Interbody devices have revolutionized lumbar spinal fusion surgery by improving mechanical stability and maximizing fusion potential. Several approaches for interbody fusion exist with two of the most common being anterior lumbar interbody fusion (ALIF) and posterior lumbar interbody fusion (PLIF). This study aims to compare patient data, hospital outcomes, and post-operative complications between an anterior vs. posterior approach to lumbar interbody fusion.
This retrospective cohort study utilized the Nationwide Inpatient Sample (NIS) and International Classification of Diseases, 10th edition (ICD10) codes to identify patients (18 +) from 2016 to 2018 who underwent lumbar interbody fusion under an anterior or posterior approach. Patients missing identifiers were excluded from this study. Patients were further investigated by demographic data and the presence of comorbidities. Hospital outcome data was investigated by length of stay (LOS), total hospital charges, mortality, and post-operative complications.

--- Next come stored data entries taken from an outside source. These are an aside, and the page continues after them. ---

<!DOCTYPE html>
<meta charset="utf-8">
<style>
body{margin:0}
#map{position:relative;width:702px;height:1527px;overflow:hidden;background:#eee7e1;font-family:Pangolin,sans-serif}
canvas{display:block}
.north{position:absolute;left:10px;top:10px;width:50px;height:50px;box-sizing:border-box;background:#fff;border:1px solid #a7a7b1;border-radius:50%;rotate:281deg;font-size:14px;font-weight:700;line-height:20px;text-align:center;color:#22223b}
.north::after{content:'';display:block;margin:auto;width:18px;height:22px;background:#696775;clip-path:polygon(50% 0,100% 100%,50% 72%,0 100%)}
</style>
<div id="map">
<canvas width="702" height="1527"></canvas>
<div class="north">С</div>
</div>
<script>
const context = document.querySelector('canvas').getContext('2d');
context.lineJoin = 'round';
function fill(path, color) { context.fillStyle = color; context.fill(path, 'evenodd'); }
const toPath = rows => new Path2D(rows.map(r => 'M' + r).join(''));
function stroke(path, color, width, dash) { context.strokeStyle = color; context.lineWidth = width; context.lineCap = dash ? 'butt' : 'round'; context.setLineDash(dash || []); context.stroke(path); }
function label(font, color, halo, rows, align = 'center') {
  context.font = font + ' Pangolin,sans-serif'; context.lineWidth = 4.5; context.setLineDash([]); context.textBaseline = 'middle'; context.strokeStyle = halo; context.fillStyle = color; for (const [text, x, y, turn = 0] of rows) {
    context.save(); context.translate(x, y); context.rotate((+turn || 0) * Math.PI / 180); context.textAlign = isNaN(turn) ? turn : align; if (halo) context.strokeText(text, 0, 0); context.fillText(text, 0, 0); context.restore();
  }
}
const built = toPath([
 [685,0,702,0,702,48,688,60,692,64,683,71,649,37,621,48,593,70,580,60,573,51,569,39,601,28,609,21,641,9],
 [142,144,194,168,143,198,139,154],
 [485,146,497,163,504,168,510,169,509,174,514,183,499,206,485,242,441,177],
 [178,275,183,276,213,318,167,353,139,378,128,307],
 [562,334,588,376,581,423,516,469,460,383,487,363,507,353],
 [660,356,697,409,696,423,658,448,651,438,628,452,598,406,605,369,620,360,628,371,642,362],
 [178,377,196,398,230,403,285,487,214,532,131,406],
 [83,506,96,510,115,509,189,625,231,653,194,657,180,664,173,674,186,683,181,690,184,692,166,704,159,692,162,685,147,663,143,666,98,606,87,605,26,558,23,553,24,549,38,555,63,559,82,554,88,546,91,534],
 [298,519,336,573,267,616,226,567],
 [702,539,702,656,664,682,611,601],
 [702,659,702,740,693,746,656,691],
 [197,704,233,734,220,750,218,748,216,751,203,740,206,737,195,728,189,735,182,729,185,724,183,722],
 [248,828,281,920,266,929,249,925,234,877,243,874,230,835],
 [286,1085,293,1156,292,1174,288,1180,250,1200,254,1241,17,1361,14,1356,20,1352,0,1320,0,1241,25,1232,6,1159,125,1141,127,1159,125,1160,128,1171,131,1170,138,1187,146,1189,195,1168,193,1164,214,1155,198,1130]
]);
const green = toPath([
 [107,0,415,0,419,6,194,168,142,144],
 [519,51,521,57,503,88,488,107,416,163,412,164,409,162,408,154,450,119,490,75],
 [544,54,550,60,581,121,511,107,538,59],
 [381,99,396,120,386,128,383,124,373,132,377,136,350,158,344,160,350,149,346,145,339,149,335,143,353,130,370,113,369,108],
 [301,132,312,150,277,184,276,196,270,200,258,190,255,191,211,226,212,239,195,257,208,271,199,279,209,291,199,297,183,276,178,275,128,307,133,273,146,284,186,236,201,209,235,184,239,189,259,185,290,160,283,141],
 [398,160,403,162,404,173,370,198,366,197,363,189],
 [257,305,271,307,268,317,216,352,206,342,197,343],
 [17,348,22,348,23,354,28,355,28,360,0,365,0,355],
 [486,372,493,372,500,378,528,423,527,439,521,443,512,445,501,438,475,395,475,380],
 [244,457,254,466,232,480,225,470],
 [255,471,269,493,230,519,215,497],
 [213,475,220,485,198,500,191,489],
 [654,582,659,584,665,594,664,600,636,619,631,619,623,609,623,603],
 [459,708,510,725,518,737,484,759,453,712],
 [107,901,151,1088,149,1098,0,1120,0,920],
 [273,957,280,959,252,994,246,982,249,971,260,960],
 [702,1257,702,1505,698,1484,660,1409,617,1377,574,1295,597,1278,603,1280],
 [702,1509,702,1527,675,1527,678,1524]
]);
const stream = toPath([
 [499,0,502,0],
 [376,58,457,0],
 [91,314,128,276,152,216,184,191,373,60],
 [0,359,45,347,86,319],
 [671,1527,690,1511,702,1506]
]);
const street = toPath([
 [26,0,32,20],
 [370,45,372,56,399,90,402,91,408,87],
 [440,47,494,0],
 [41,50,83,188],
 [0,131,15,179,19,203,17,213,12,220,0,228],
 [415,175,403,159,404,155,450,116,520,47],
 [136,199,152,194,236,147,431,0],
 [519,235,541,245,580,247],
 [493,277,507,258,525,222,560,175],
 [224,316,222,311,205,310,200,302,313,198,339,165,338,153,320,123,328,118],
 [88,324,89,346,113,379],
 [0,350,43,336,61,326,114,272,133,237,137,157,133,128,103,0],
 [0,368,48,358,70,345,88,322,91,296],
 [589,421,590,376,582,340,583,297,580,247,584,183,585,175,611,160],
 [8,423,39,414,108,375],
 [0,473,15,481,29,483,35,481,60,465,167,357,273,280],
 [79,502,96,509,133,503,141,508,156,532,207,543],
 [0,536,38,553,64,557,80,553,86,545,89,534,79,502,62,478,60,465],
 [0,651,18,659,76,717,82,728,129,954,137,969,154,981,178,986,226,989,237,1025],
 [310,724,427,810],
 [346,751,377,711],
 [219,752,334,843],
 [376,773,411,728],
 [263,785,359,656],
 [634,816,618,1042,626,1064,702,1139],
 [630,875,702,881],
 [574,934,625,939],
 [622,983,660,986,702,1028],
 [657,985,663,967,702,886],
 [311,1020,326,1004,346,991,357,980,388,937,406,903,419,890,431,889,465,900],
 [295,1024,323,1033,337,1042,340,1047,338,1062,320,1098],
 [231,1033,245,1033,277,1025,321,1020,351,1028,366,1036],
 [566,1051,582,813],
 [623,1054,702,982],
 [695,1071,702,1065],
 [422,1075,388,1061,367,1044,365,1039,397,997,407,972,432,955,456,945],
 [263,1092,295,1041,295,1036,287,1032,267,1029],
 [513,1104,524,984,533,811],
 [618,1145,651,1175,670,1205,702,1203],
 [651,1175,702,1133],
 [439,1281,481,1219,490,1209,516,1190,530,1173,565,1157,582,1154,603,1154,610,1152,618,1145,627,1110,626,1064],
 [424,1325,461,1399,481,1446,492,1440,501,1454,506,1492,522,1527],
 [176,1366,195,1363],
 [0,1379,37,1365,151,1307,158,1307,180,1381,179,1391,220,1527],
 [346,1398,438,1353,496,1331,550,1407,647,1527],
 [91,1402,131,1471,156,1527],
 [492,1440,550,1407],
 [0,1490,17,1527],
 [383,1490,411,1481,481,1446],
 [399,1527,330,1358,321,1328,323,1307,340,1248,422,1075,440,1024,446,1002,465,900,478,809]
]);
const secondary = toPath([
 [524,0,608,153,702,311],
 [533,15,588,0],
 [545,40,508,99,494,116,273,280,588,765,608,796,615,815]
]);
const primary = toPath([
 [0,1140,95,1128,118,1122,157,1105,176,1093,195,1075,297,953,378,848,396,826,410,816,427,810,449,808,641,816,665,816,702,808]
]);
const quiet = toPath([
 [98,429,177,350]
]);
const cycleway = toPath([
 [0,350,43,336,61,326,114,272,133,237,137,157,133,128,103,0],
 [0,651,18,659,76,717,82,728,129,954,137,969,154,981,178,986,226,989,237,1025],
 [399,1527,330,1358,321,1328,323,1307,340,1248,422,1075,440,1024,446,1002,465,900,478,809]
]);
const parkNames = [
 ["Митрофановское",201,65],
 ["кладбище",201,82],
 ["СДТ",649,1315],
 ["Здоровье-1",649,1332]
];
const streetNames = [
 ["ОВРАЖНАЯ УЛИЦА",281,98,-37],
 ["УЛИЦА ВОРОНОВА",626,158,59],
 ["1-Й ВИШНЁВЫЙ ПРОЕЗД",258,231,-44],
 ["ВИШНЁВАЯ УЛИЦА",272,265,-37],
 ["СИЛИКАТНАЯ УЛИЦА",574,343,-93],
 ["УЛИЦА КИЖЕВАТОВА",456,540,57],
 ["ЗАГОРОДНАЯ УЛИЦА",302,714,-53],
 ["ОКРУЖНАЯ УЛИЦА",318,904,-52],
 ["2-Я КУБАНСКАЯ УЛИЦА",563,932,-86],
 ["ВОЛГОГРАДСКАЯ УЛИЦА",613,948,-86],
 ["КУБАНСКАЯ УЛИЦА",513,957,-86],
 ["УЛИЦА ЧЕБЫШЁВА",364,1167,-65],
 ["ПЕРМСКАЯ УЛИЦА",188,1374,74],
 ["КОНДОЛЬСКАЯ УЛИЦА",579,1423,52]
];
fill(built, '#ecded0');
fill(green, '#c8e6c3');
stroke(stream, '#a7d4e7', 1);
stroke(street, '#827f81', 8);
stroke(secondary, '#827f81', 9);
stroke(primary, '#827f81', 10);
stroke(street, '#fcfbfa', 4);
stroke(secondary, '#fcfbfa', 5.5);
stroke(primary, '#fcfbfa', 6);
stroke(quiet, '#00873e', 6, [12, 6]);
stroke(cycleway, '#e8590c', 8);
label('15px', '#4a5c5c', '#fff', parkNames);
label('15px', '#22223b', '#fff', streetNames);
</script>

373,585 patients were included in this study. 257,975 (69%) underwent fusion via a posterior approach, and 115,610 (31%) via an anterior approach. Patients undergoing posterior approach were found to have a greater number of comorbidities than anterior (3.5 vs. 2, respectively, p = <0.001). The posterior approach was associated with decreased LOS (3.59 vs 4.19 days, p = <0.0001) and decreased total hospital charges ($141,700 vs $211,015, p = <0.0001). A posterior approach was found to have lower rates of post-operative complications. For the anterior approach cohort, tobacco dependence (OR=1.31 [1.20-1.42, p = <0.001], diabetes (OR=2.41 [2.33-2.49, p = <0.001], and osteoporosis (OR=1.42 [1.30-1.54, p = <0.001] were found to be significant independent predictors of post-operative pseudoarthrosis. Obesity (OR=1.28 [1.14-1.42, p = <0.001], tobacco dependence (OR=1.48 [1.40-1.56, p = <0.001], diabetes (OR=2.21 [2.10-2.32, p = <0.001], congestive heart failure (OR=1.20 [1.01-1.39, p = 0.04], and osteoporosis (OR=1.65 [1.55-1.75, p = <0.001], were found to be independent predictors of post-operative pseudoarthrosis in the posterior cohort.
Patients who underwent the anterior approach suffered from increased hospital charges, length of stay, and increased risk of post-operative complications including mortality, wound dehiscence, hematoma/seroma, and pseudoarthrosis. Comorbid disease plays a significant role in the outcome of successful fusion with variable effect depending on the surgical approach. Increasing due diligence in patient selection should be considered when choosing an approach in pre-operative planning.